---------- Provided entries

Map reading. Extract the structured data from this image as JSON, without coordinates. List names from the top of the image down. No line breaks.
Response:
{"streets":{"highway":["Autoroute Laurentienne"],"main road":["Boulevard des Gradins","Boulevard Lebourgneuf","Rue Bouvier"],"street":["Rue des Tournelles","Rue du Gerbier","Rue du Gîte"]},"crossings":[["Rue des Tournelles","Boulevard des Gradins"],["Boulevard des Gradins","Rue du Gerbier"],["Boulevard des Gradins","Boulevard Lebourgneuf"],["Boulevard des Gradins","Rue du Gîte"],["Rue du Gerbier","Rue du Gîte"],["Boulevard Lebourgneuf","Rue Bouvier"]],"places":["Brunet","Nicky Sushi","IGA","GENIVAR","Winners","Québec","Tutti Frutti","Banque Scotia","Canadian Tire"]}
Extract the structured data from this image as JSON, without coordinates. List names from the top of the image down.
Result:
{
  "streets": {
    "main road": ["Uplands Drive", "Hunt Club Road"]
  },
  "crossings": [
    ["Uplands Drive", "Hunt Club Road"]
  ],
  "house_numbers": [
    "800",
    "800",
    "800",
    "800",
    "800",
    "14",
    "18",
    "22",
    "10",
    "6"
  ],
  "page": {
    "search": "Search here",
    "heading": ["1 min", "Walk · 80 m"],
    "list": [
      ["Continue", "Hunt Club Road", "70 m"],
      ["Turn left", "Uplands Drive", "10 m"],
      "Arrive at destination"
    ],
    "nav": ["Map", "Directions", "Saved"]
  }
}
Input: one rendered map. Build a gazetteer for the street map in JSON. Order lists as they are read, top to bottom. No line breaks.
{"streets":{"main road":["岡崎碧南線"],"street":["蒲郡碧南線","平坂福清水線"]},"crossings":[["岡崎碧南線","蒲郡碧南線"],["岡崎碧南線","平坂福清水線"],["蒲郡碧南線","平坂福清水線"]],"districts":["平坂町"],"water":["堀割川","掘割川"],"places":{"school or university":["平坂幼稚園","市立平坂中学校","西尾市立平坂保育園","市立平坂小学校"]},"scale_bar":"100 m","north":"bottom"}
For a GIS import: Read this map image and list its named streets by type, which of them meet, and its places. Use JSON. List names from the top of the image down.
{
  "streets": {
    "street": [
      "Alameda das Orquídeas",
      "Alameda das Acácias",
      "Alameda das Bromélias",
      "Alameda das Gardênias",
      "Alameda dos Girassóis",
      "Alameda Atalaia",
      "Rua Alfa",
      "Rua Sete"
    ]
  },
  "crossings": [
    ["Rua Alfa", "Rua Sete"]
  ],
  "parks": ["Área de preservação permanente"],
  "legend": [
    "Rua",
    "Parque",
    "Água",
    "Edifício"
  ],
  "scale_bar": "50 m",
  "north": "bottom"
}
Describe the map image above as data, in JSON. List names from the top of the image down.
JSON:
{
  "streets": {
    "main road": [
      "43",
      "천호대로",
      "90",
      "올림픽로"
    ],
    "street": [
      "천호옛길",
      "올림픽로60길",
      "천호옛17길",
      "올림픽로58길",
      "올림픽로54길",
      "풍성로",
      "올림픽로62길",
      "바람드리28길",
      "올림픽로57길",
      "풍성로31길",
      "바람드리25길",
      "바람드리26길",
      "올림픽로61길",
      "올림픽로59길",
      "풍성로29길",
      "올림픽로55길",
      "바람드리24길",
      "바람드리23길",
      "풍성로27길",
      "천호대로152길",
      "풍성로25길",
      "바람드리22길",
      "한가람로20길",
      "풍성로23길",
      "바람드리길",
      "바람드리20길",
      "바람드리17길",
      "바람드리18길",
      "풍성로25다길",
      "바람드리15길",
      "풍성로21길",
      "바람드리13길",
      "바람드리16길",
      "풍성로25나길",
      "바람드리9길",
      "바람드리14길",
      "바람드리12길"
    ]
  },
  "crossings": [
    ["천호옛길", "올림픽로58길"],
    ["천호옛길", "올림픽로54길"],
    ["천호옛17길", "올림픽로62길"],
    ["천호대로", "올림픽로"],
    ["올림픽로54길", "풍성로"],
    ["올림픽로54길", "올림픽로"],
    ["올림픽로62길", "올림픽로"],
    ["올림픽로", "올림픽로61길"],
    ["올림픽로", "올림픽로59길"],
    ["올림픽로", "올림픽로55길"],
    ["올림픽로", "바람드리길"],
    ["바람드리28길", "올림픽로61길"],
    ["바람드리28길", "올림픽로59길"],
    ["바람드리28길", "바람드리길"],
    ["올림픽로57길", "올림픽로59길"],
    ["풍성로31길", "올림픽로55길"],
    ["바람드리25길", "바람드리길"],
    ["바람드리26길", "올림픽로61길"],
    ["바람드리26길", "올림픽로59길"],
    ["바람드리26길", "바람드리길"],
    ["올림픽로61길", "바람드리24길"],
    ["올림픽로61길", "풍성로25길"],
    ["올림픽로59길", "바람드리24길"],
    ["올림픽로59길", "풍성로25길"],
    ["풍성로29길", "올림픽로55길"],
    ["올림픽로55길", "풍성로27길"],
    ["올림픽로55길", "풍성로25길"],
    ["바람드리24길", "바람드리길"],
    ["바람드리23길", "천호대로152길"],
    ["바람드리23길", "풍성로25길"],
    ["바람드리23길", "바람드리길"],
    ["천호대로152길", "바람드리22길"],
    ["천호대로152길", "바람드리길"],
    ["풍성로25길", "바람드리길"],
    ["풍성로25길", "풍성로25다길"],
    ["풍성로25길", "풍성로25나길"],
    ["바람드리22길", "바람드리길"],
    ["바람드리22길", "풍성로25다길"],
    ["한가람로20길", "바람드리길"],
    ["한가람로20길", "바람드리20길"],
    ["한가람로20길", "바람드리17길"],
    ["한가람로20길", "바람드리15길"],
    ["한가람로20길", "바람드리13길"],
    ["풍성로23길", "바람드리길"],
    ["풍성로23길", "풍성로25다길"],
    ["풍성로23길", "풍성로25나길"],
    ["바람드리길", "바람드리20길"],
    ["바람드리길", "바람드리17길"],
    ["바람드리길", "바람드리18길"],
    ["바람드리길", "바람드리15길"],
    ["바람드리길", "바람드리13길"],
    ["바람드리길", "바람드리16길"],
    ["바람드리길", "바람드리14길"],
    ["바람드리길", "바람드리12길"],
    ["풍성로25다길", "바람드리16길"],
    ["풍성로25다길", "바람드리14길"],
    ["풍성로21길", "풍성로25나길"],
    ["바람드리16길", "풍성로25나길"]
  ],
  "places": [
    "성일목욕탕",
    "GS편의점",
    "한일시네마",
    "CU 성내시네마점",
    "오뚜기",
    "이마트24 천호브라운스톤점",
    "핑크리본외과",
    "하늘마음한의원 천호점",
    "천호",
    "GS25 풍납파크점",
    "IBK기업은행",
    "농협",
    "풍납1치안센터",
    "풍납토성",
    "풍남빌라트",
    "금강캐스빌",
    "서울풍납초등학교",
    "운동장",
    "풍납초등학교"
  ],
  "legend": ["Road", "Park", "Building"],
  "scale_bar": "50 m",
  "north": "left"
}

--------------------

What is being asked
From the records above, copy out the line with "Input: one rendered", the line with "Describe the map", and every line between them, word for word.

Answer box
Input: one rendered map. Build a gazetteer for the street map in JSON. Order lists as they are read, top to bottom. No line breaks.
{"streets":{"main road":["岡崎碧南線"],"street":["蒲郡碧南線","平坂福清水線"]},"crossings":[["岡崎碧南線","蒲郡碧南線"],["岡崎碧南線","平坂福清水線"],["蒲郡碧南線","平坂福清水線"]],"districts":["平坂町"],"water":["堀割川","掘割川"],"places":{"school or university":["平坂幼稚園","市立平坂中学校","西尾市立平坂保育園","市立平坂小学校"]},"scale_bar":"100 m","north":"bottom"}
For a GIS import: Read this map image and list its named streets by type, which of them meet, and its places. Use JSON. List names from the top of the image down.
{
  "streets": {
    "street": [
      "Alameda das Orquídeas",
      "Alameda das Acácias",
      "Alameda das Bromélias",
      "Alameda das Gardênias",
      "Alameda dos Girassóis",
      "Alameda Atalaia",
      "Rua Alfa",
      "Rua Sete"
    ]
  },
  "crossings": [
    ["Rua Alfa", "Rua Sete"]
  ],
  "parks": ["Área de preservação permanente"],
  "legend": [
    "Rua",
    "Parque",
    "Água",
    "Edifício"
  ],
  "scale_bar": "50 m",
  "north": "bottom"
}
Describe the map image above as data, in JSON. List names from the top of the image down.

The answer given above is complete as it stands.